In July 2020, the Guangzhou Super Wenheyou opened in Taikoo Hui Guangzhou, marking the first Wenheyou branch outside of Changsha. The restaurant initially focused on crayfish and featured over 20 traditional Guangzhou xiaochi snack shops. The opening attracted a large number of customers, with wait times reaching up to four and a half hours. In April 2021, the Shenzhen Wenheyou opened in the Dongmen commercial area, with a focus on Shenzhen oysters. At the same time, the Super Wenheyou locations in Changsha and Guangzhou were renamed to Changsha Wenheyou (长沙文和友) and Guangzhou Wenheyou (广州文和友).

However, Wenheyou faced difficulties adapting to the local markets in Guangzhou and Shenzhen. The initial excitement and long queues experienced during the opening did not last, and customer traffic decreased. Many shops also withdrew from the locations. The Shenzhen Wenheyou changed its branding within six months to "Old Street Oyster Market" (老街蚝市场), and a few months later, it underwent another rebranding. The Guangzhou Wenheyou abandoned its focus on crayfish and shifted to an increased emphasis on seafood. Additionally, in 2022, it was reported that Wenheyou laid off staff, and plans for expansion into Nanjing were put on hold.

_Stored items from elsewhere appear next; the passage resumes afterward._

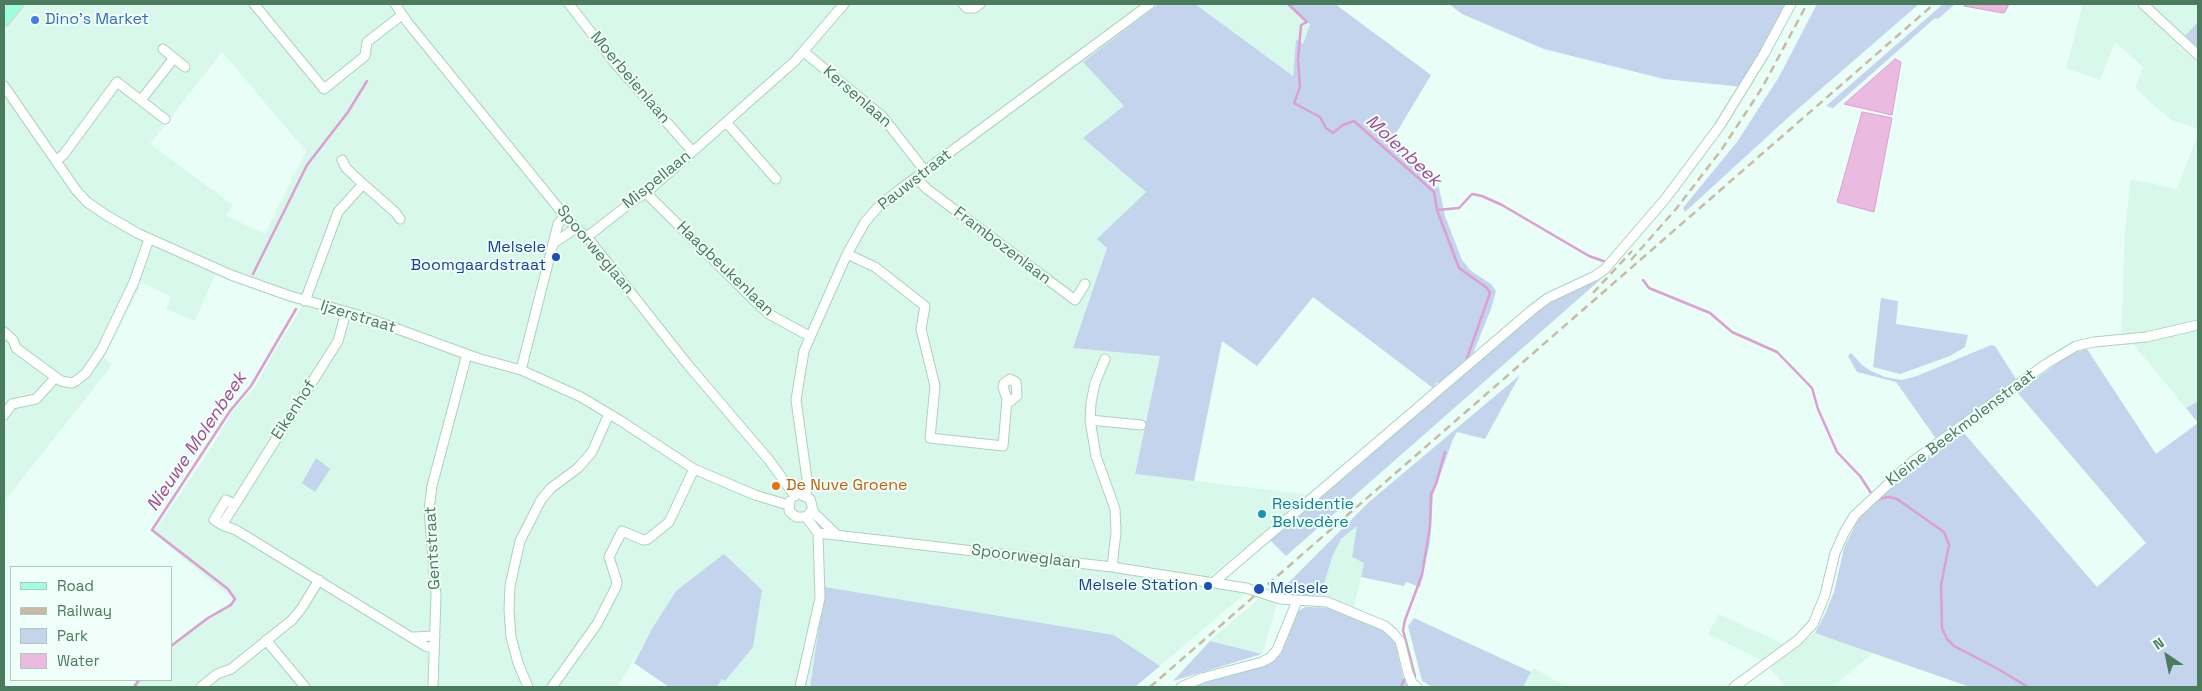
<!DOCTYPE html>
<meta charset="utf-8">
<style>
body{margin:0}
#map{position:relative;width:2202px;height:691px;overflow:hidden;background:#e8fef6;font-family:"Space Grotesk",sans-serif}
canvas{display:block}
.frame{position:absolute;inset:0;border:5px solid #497b5c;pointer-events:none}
.legend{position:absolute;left:10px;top:566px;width:162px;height:115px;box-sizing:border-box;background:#f0fff9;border:1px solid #adcaba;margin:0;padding:6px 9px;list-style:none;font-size:15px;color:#497b5c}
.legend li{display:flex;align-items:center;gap:10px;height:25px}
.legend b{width:25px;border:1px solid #adcaba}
.north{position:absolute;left:2142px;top:631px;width:50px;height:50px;-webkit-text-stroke:4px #f0fff9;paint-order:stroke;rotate:326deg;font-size:14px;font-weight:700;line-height:20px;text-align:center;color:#497b5c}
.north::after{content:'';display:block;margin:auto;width:18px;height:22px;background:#497b5c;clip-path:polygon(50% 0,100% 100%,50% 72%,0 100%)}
</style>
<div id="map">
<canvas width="2202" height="691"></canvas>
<div class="frame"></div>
<ul class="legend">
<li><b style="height:6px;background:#9effde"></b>Road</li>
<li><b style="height:6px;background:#cabaa4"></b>Railway</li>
<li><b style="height:14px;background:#c4d4ed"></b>Park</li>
<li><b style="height:14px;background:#eabae1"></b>Water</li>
</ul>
<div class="north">N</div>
</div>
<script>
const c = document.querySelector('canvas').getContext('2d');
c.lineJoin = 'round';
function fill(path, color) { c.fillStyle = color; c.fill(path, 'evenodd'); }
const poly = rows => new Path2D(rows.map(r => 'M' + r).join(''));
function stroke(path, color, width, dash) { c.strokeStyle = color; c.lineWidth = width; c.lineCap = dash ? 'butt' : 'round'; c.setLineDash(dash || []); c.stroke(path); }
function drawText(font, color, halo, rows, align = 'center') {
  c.font = font + ' "Space Grotesk",sans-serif'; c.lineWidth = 4; c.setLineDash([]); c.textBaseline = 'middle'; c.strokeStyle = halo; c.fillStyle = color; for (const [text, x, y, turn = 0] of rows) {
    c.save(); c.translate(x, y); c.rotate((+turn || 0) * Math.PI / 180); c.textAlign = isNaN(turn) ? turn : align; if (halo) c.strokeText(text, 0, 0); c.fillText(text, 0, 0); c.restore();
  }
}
fill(poly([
 [4,4,1159,4,1150,12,1125,106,1084,138,1146,192,1097,239,1107,248,1099,270,1160,356,1135,474,1312,495,1209,577,1255,585,1160,666,1114,635,825,587,810,687,717,687,722,679,725,681,676,591,617,687,131,687,137,680,171,680,171,645,194,626,232,601,232,598,153,533,210,450,232,412,255,387,274,352,302,307,215,275,195,321,166,309,171,296,142,283,104,358,112,365,4,502],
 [222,52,306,151,265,234,226,216,233,205,150,144],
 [1195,4,1287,4,1310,24,1303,44,1296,40,1293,77],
 [2083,4,2198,4,2198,22,2177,45,2198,62,2198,129,2171,120,2135,88,2143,67,2115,42,2100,80,2066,68],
 [2198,134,2198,401,2186,408,2134,345,2124,345,2121,335,2125,229,2131,179,2177,189],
 [1358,525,1352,557,1364,563,1354,608,1321,595,1332,557,1341,539],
 [1258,599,1277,604,1262,654,1210,641],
 [1719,614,1787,646,1765,662,1708,634],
 [1815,633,1874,652,1833,687,1786,687,1770,668],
 [1533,668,1567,687,1523,687]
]), '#d8f8eb');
fill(poly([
 [1159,4,1195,4,1293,76,1296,39,1303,44,1310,24,1287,4,1335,4,1431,75,1389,145,1439,188,1445,216,1462,260,1471,271,1491,284,1496,291,1491,309,1470,361,1441,386,1437,382,1433,388,1313,297,1257,366,1222,341,1194,481,1135,474,1160,356,1073,348,1107,248,1097,239,1146,192,1083,138,1124,106,1083,62],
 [1449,4,1789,4,1743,87,1664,79,1544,49,1462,14],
 [1817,4,1919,4,1792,114,1685,212,1683,208,1737,142,1779,77],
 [1943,4,1955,4,1938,19,1935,18,1833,108,1826,106],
 [2198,22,2198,48,2185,36],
 [1601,279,1286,556,1269,539,1535,314,1555,298],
 [1881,298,1898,301,1896,324,1968,335,1965,347,1950,356,1900,374,1873,367],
 [1991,345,1995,346,2016,379,2017,383,1937,440,1896,382,1857,372,1848,356,1851,353,1862,365,1871,371,1885,377,1902,380,1917,376],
 [2087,349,2156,454,2198,423,2186,408,2198,401,2198,687,1970,687,1815,633,1825,614,1834,592,1844,548,1858,519,1897,481,1963,432,2097,587,2146,543,2017,392,2072,353],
 [1520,375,1485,439,1457,432,1453,439,1433,495,1430,542,1420,587,1406,582,1404,586,1361,577,1364,563,1352,557,1357,526,1341,539,1332,557,1321,595,1292,596,1284,594,1288,583,1369,502],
 [316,458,330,469,315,492,302,483],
 [724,554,762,590,753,647,725,681,722,679,717,687,669,687,634,663,652,629,676,591],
 [825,587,1114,635,1160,666,1135,687,810,687],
 [1305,607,1339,608,1387,632,1395,642,1403,677,1408,687,1190,687,1270,664,1278,656,1297,612],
 [1414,618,1531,672,1523,687,1432,687,1422,681,1408,626],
 [1210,641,1262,654,1173,681]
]), '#c4d4ed');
const water = poly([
 [1965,4,2009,4,2005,12,2003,13,1964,6,1965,4],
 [1895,59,1901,62,1892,115,1844,104,1895,59],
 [1862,112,1892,118,1874,212,1837,202,1862,112]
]);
fill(water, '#eabae1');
stroke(water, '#dc9fd1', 1);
stroke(poly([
 [1288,4,1307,22,1301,25,1298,60,1300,87,1294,103,1320,117,1326,128,1333,133,1343,125,1354,121,1434,192,1437,210,1459,268,1487,288,1490,293,1466,361],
 [1437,210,1459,208,1472,194,1482,196,1502,205,1589,256,1606,262],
 [253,274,307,165,348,112,367,81],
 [1643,280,1649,288,1710,313,1732,332,1777,352,1812,388,1818,409,1837,452,1860,476,1871,493],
 [1877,499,1889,497,1897,499,1944,532,1949,545,1941,585,1942,628,1947,639,1954,646,1998,669,2028,687],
 [171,646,208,618,231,605,235,599,228,589,152,530,230,411,251,386,296,309],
 [1412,677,1415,676,1403,630,1405,620,1422,575,1430,526,1431,494,1436,484,1445,452],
 [134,687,139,680],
 [1401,687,1404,680,1407,679]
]), '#dc9fd1', 2.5);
const minor = poly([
 [254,4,324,89,365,56,367,42,402,15],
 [395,4,408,23,565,216,576,228,587,237,688,365,769,460,795,496],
 [569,4,614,62,692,151],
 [963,4,967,8,975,8,980,4],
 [2143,4,2198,55],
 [163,49,185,67],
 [804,52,882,116,925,171],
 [4,86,76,190,87,202,106,215,137,233,231,275,290,296,362,316,477,358,521,370,581,397,621,421,694,469,755,495,788,505],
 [141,100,174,58],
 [726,122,776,179],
 [342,160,346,168,363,184],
 [56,161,64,154,117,82,165,119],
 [916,178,927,189,1075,300,1085,284],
 [646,193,759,305,769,314,809,336],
 [587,237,634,200,646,193,795,61,844,4],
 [554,243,576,228],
 [847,254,875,267,925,306,921,329,935,386,930,438,1003,446,1007,399,1003,387,1004,383,1010,379,1016,382,1017,396,1007,404],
 [305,301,338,212,363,184,395,212,400,219],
 [346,312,338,341,222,525,236,530,427,647,434,647],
 [4,332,13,340,16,348,61,381,72,383,76,381,86,373,102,349,134,282,149,239],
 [1105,359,1095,383,1091,403,1090,420,1096,456,1115,509,1116,532,1112,567],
 [521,370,558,224,565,216],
 [4,415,12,404,36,399,55,378],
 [1090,420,1141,425],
 [800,494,810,499,814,513,836,534],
 [806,495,807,479,796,400,804,351,847,254,865,222,879,206,899,190,1150,4],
 [790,501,789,511,796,517,806,517,812,510],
 [222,525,214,520,226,500,234,504],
 [818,533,1112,567,1246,588,1280,599,1327,602,1385,626,1393,633,1400,641,1408,673,1412,683,1417,687],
 [1214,582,1532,310,1548,298,1595,276,1605,269,1666,198,1719,127,1764,54,1791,4],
 [413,637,435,636],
 [266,640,305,687],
 [201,687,217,674,231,669,292,620,301,609,319,580],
 [433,687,436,595,429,510,432,486,467,354],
 [528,687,518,663,511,637,509,610,510,586,520,541,541,500,551,488,578,468,592,452,609,414],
 [552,687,597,624,616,587,617,582,609,557,622,531,643,540,648,539,669,522,694,469],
 [800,687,820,598,818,533,806,517],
 [1181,687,1202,678,1262,662,1271,657,1277,650,1297,601],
 [1734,687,1798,640,1813,624,1825,595,1835,553,1845,531,1855,515,1912,462,2046,364,2076,346,2094,342,2146,337,2198,325]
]);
const major = poly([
 [4,20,17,4]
]);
stroke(minor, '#acd2be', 11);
stroke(major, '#ccdad1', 14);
stroke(minor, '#fff', 9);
stroke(major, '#9effde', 11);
stroke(poly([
 [1631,260,1676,209,1722,149,1762,88,1807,4],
 [1593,293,1632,251],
 [1150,687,1934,4]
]), '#cabaa4', 2.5, [8, 5]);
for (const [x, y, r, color] of [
 [35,20,5,"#3f7fe0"],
 [556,257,5,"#1a4fb4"],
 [776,486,5,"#e8710a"],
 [1262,514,5,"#0f9aa8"],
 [1208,586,5,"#1a4fb4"],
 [1259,589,6,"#1a4fb4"]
]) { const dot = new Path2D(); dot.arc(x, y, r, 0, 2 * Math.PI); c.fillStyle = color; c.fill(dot); stroke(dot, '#f0fff9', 2); }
drawText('16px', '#366cbe', '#f0fff9', [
 ["Dino's Market",45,20]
], 'left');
drawText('16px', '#497b5c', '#f0fff9', [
 ["Moerbeienlaan",630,78,50],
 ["Kersenlaan",857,97,41],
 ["Mispellaan",657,180,-39],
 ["Pauwstraat",915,180,-38],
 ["Frambozenlaan",1002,246,37],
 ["Spoorweglaan",595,250,50],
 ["Haagbeukenlaan",725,269,44],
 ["Ijzerstraat",358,317,17],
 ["Eikenhof",294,410,-57],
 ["Kleine Beekmolenstraat",1961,428,-37],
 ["Gentstraat",433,548,-93],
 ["Spoorweglaan",1026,557,7]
]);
drawText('16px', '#164399', '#f0fff9', [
 ["Melsele",546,248],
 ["Boomgaardstraat",546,266],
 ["Melsele Station",1198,586],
 ["Melsele",1270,589,"left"]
], 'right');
drawText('16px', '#c56008', '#f0fff9', [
 ["De Nuve Groene",786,486]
], 'left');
drawText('16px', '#0d838f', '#f0fff9', [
 ["Residentie",1272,505],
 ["Belvedère",1272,523]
], 'left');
drawText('italic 18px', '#a64993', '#f0fff9', [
 ["Molenbeek",1403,151,43],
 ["Nieuwe Molenbeek",197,442,-56]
]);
</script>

In September 2023, the Shenzhen Wenheyou temporarily closed, sparking rumors of its closure. It later reopened, but with a transformation focusing on Hunan cuisine, hoping to revive its popularity. In July 2024, Taikoo Hui, the owner of the Guangzhou Wenheyou location, announced plans to make changes to the building's exterior, including the construction of a pedestrian bridge. This led to speculation that Wenheyou would be leaving the location, but the company denied these rumors. However, by December 2024, all other brand stores within the Guangzhou Wenheyou site had closed. In February 2025, Chinese media reported that Taikoo Hui had terminated Wenheyou's lease contract early and Guangzhou Wenheyou had closed.